**Try it**
Reproduce the records below in full and word for word, excluding pictures.

Stored records:
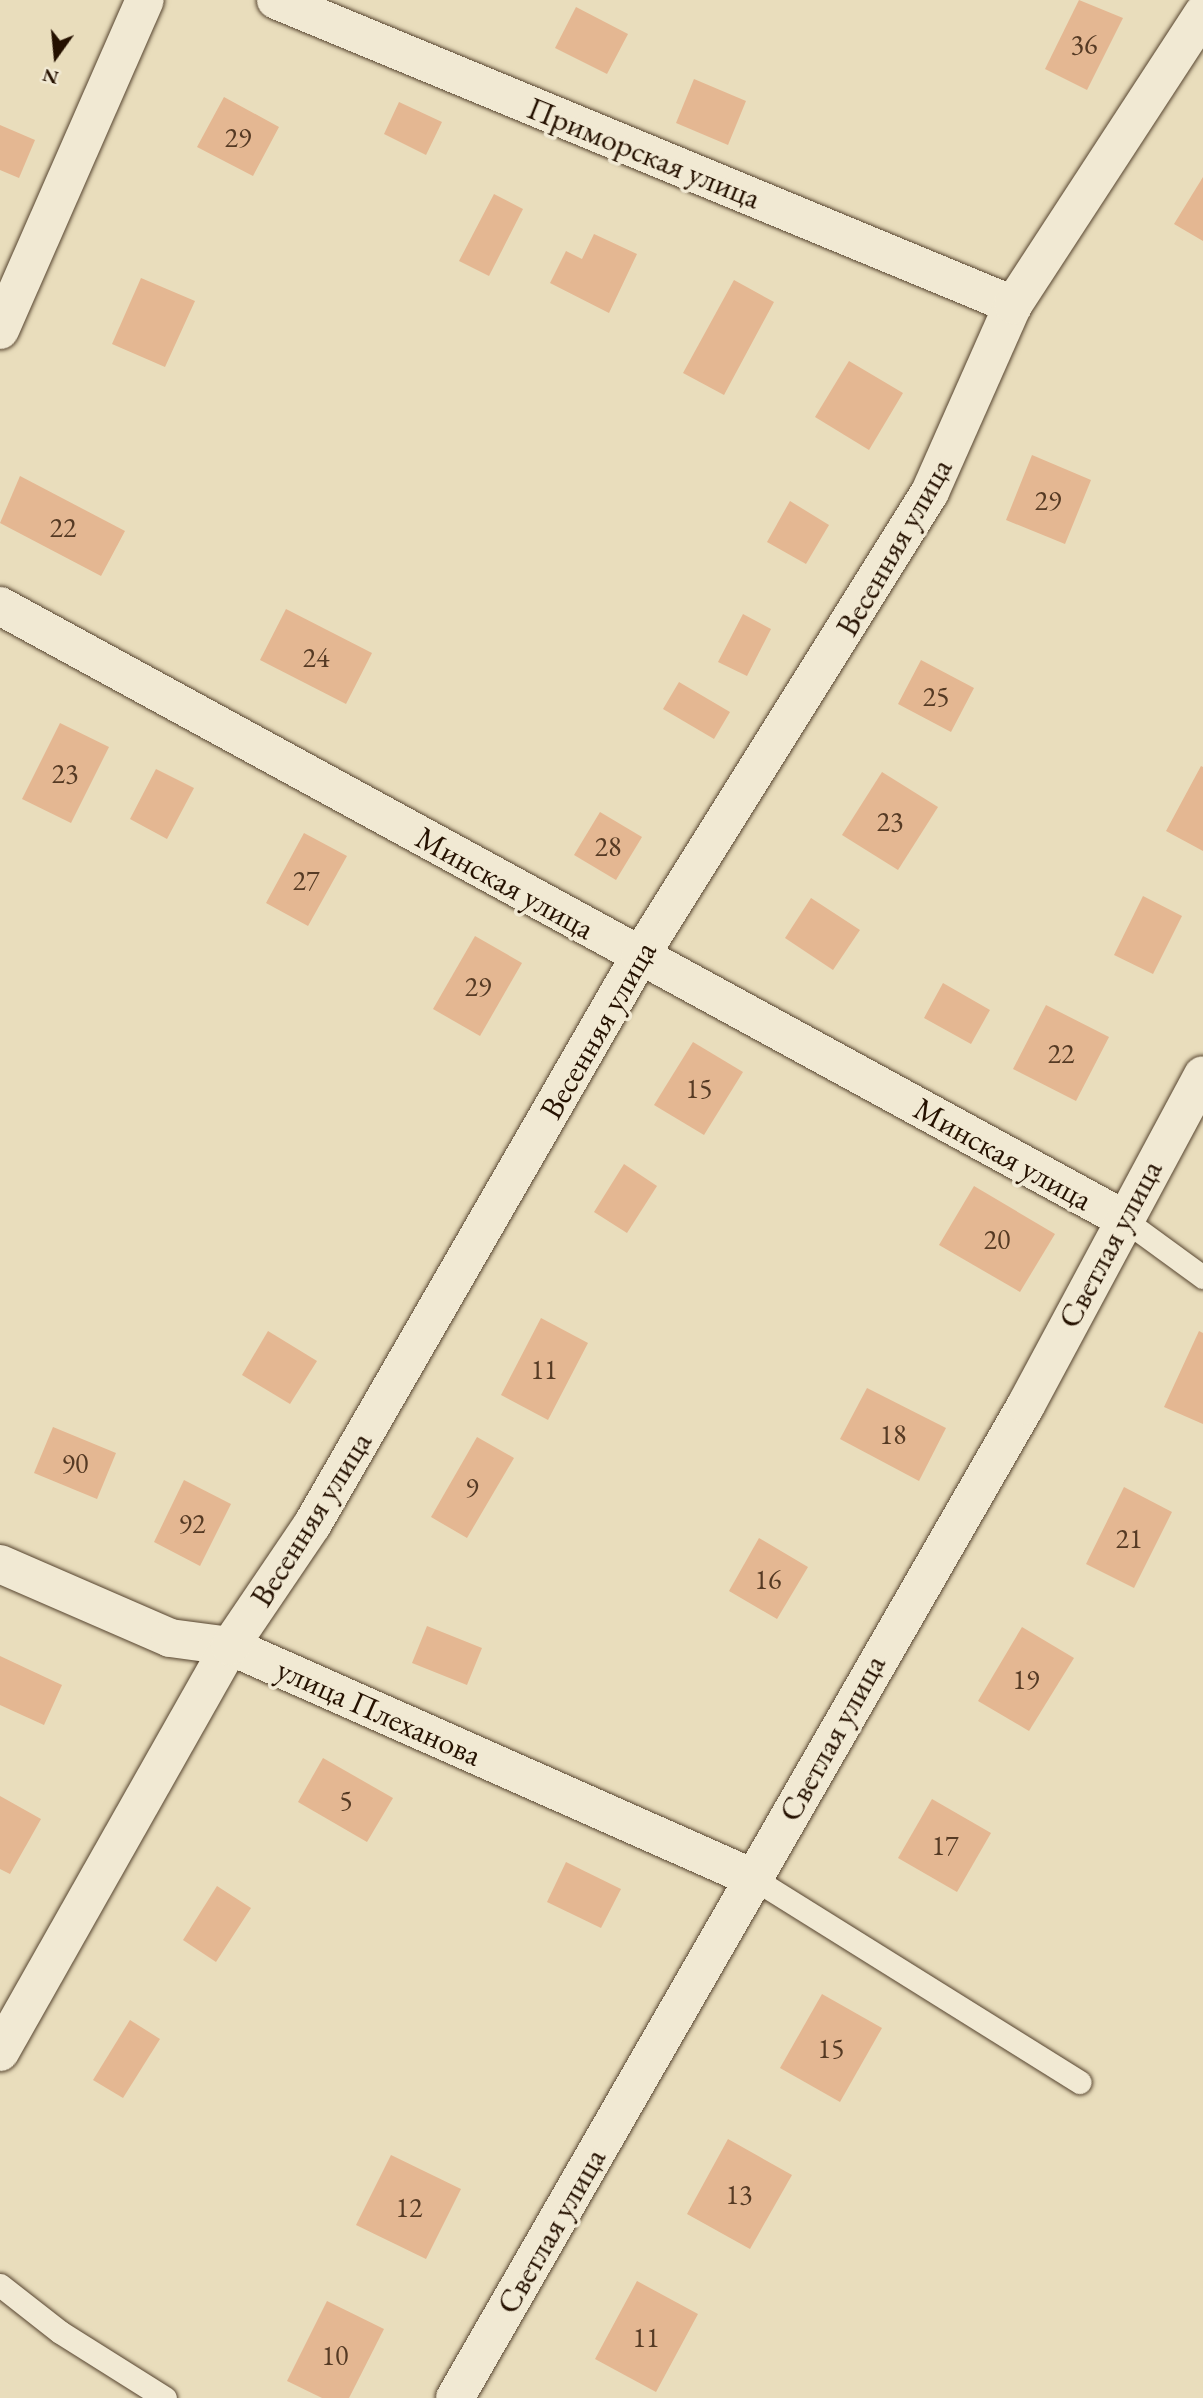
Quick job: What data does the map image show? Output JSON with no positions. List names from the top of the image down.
{
  "streets": {
    "street": [
      "Приморская улица",
      "Весенняя улица",
      "Минская улица",
      "Светлая улица",
      "улица Плеханова"
    ]
  },
  "crossings": [
    ["Приморская улица", "Весенняя улица"],
    ["Весенняя улица", "Минская улица"],
    ["Весенняя улица", "улица Плеханова"],
    ["Минская улица", "Светлая улица"],
    ["Светлая улица", "улица Плеханова"]
  ],
  "house_numbers": [
    "36",
    "29",
    "29",
    "22",
    "24",
    "25",
    "23",
    "23",
    "28",
    "27",
    "29",
    "22",
    "15",
    "20",
    "11",
    "18",
    "90",
    "9",
    "92",
    "21",
    "16",
    "19",
    "5",
    "17",
    "15",
    "13",
    "12",
    "11",
    "10"
  ],
  "north": "bottom"
}
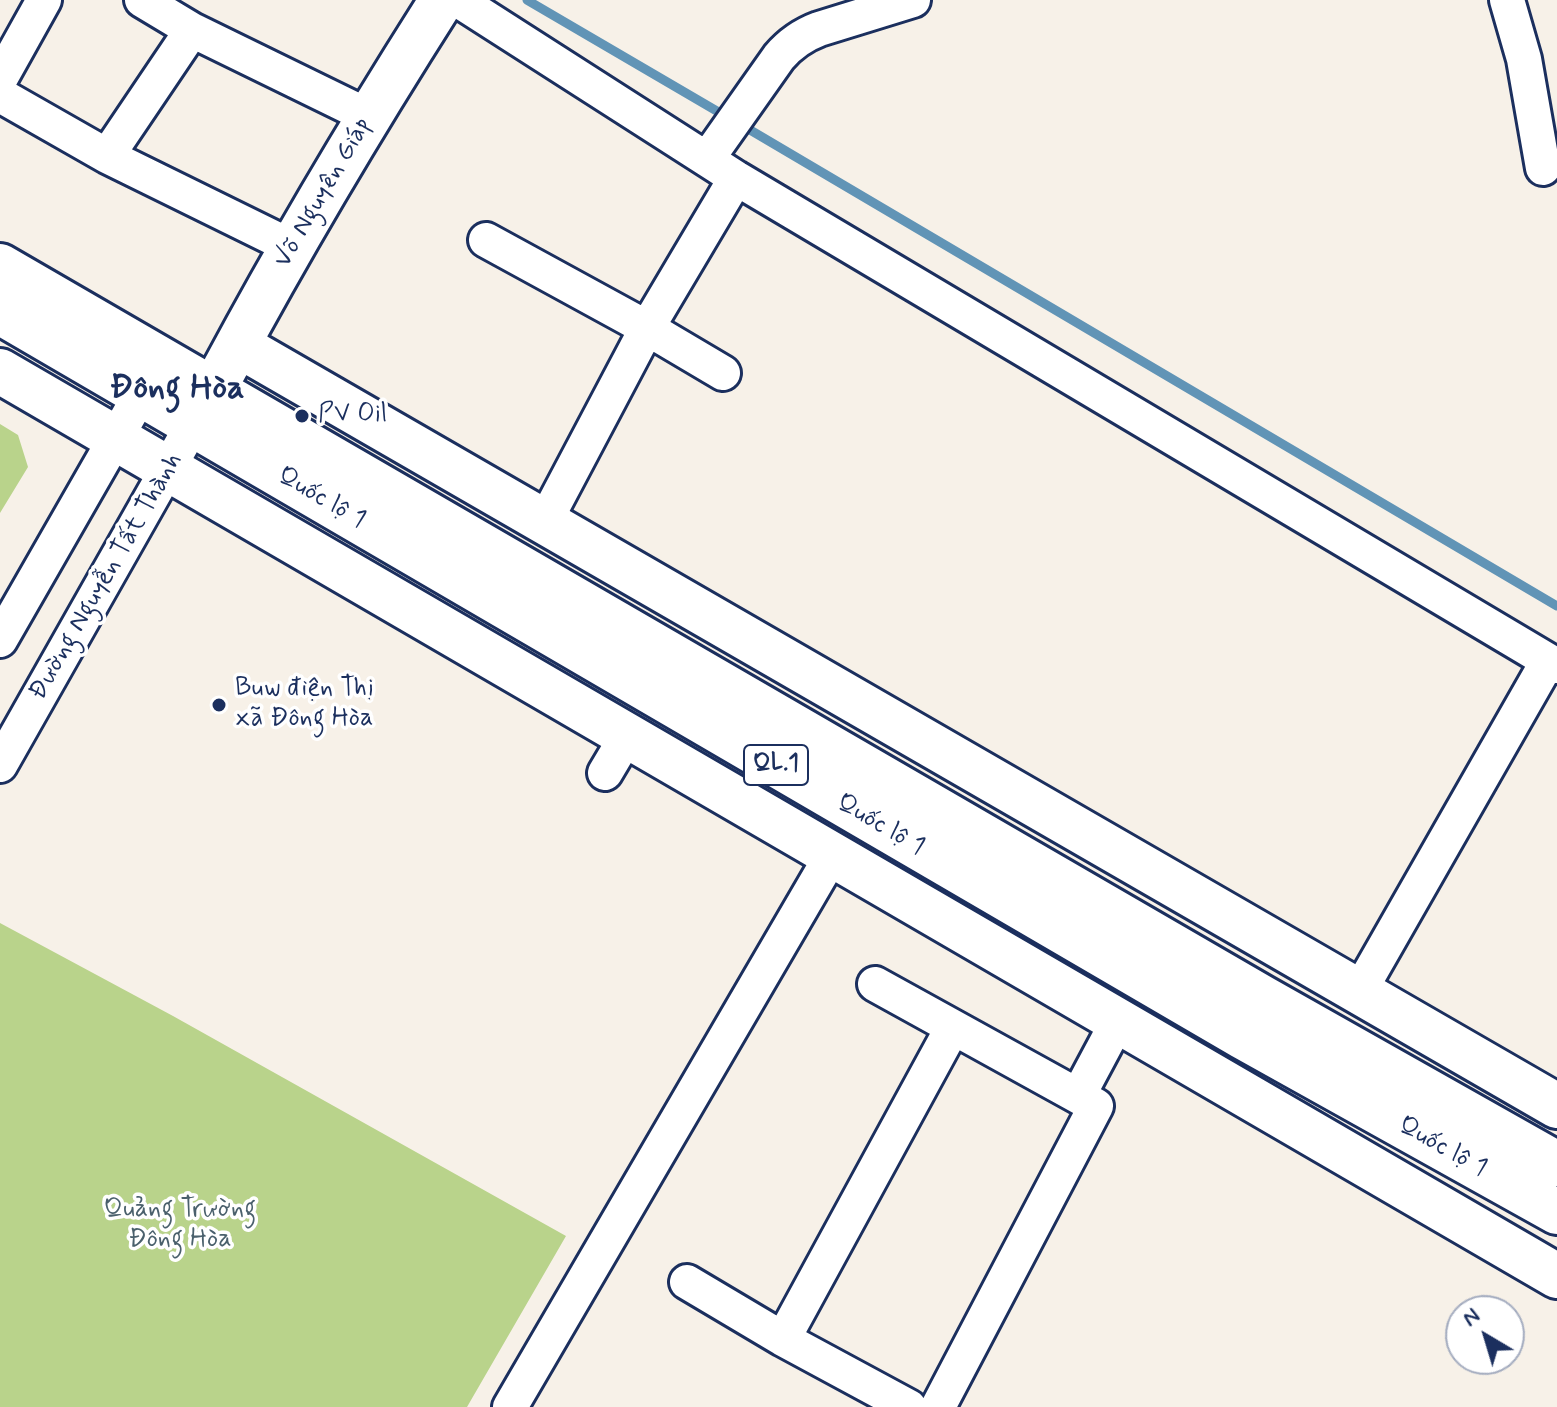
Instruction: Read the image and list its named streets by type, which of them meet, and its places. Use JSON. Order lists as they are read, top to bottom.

**Final answer**
Quick job: What data does the map image show? Output JSON with no positions. List names from the top of the image down.
{
  "streets": {
    "street": [
      "Приморская улица",
      "Весенняя улица",
      "Минская улица",
      "Светлая улица",
      "улица Плеханова"
    ]
  },
  "crossings": [
    ["Приморская улица", "Весенняя улица"],
    ["Весенняя улица", "Минская улица"],
    ["Весенняя улица", "улица Плеханова"],
    ["Минская улица", "Светлая улица"],
    ["Светлая улица", "улица Плеханова"]
  ],
  "house_numbers": [
    "36",
    "29",
    "29",
    "22",
    "24",
    "25",
    "23",
    "23",
    "28",
    "27",
    "29",
    "22",
    "15",
    "20",
    "11",
    "18",
    "90",
    "9",
    "92",
    "21",
    "16",
    "19",
    "5",
    "17",
    "15",
    "13",
    "12",
    "11",
    "10"
  ],
  "north": "bottom"
}
Instruction: Read the image and list its named streets by type, which of them meet, and its places. Use JSON. Order lists as they are read, top to bottom.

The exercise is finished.